Winter’s protagonists are mostly difficult folks; Art, whose life and work is steeped in the alternate reality of the Internet; his aging mother, Sophia, who lives in a house she owns in part out of spite, and that she’s letting go; Iris, Sophia’s elder sister who in Sophia’s eyes has always selfishly, foolishly, follower her ideals, ignoring her family in the process; and Lux, a student from Croatia whose funds have run out, who Art hires to pretend to be his girlfriend Charlotte because Charlotte has left him just before Christmas. Lux is the most likable, not only because her fate is at the mercy of populist nationalism and contemporary capitalism, both greedy “I’ve got mine” movements, but also because she manages to get Sophia and Iris to really talk with each other, she gets Sophia to eat, and she helps Art see the actual world he’s been oblivious to (or hiding from?) with his online work.

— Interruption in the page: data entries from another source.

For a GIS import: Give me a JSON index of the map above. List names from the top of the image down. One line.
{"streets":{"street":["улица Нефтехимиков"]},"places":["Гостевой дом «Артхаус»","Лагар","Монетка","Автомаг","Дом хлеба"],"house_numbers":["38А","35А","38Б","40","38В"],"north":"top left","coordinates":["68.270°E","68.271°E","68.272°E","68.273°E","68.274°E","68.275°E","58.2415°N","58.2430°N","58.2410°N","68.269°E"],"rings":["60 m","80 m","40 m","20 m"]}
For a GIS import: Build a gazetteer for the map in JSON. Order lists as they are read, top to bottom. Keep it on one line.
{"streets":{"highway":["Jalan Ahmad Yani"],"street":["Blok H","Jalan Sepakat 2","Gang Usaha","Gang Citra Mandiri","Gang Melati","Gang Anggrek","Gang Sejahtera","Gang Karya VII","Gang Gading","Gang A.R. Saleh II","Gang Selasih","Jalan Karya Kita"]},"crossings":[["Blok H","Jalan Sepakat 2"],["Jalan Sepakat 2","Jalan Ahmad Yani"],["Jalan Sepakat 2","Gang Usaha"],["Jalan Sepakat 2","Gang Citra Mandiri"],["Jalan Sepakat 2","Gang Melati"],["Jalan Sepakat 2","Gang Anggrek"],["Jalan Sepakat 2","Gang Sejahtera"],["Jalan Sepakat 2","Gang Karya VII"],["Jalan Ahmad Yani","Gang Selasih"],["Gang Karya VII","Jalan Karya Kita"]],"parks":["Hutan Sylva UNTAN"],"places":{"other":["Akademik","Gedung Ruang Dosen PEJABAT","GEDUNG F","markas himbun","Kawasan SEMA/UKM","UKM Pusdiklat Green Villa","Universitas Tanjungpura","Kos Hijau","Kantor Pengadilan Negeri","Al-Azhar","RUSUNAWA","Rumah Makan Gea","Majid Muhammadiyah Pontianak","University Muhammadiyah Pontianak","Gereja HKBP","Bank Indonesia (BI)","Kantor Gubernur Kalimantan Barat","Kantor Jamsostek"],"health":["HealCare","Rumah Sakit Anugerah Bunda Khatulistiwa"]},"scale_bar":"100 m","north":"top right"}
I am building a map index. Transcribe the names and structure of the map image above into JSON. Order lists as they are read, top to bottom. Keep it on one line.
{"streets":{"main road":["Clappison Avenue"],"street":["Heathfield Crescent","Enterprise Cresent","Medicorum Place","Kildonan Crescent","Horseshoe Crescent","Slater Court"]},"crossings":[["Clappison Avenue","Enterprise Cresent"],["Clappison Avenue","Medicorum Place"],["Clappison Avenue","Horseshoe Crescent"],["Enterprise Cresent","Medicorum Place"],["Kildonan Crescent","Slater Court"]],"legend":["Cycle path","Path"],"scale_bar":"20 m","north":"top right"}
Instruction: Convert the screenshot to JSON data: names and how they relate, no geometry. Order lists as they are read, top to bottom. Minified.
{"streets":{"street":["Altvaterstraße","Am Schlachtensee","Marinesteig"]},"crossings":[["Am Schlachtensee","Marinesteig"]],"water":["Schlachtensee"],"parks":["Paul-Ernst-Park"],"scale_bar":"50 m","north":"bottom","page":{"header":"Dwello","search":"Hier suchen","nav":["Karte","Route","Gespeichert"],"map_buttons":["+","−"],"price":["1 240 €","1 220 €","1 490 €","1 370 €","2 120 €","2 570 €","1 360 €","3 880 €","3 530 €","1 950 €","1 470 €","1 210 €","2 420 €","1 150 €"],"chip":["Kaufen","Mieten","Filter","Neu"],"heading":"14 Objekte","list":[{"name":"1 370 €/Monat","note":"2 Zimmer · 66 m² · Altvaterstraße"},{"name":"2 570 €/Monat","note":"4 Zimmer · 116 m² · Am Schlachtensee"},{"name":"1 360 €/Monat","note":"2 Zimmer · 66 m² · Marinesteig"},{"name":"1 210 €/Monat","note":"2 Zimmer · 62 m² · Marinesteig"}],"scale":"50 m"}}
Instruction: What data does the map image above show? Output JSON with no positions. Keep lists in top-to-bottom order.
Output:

As in Autumn, Smith manages to shine a light on much of what is absurd about contemporary society: Art works for a bot, and writes a blog called “Art in Nature” that is mostly made up; the library is now “The Ideas Store” and is mainly a small public space (in an otherwise privatized building of luxury flats) where people wait to use computers; when Art’s awareness is awakened he is horrified to hear about people paying to fund boats that stop other boats from rescuing refugees at sea; the Grenfell Tower disaster happening in one of the wealthiest cities in the world; Trump’s actual speech to the Boyscouts in summer 2017. But she also allows for past absurdities that were different because they were less selfish — like women who chained themselves to a missile site in Britain, art that playfully exposes human foibles, from Shakespeare and Dickens to Barbara Hepworth.

In other words, this is a very political book but it is still fun, and somehow Smith doesn’t even leave readers feeling too pessimistic. Even as Smith draws attention to history’s ill effects (She alludes to the long lasting impacts of WWI & WWII on the British psyche, as well as the Cold War), she shows people surviving, adapting. If self-absorbed Art and his dysfunctional mother and sister can get along, so can we. If people like Lux still believe in the benefits of beauty when so much is taken from them, well, shouldn’t we?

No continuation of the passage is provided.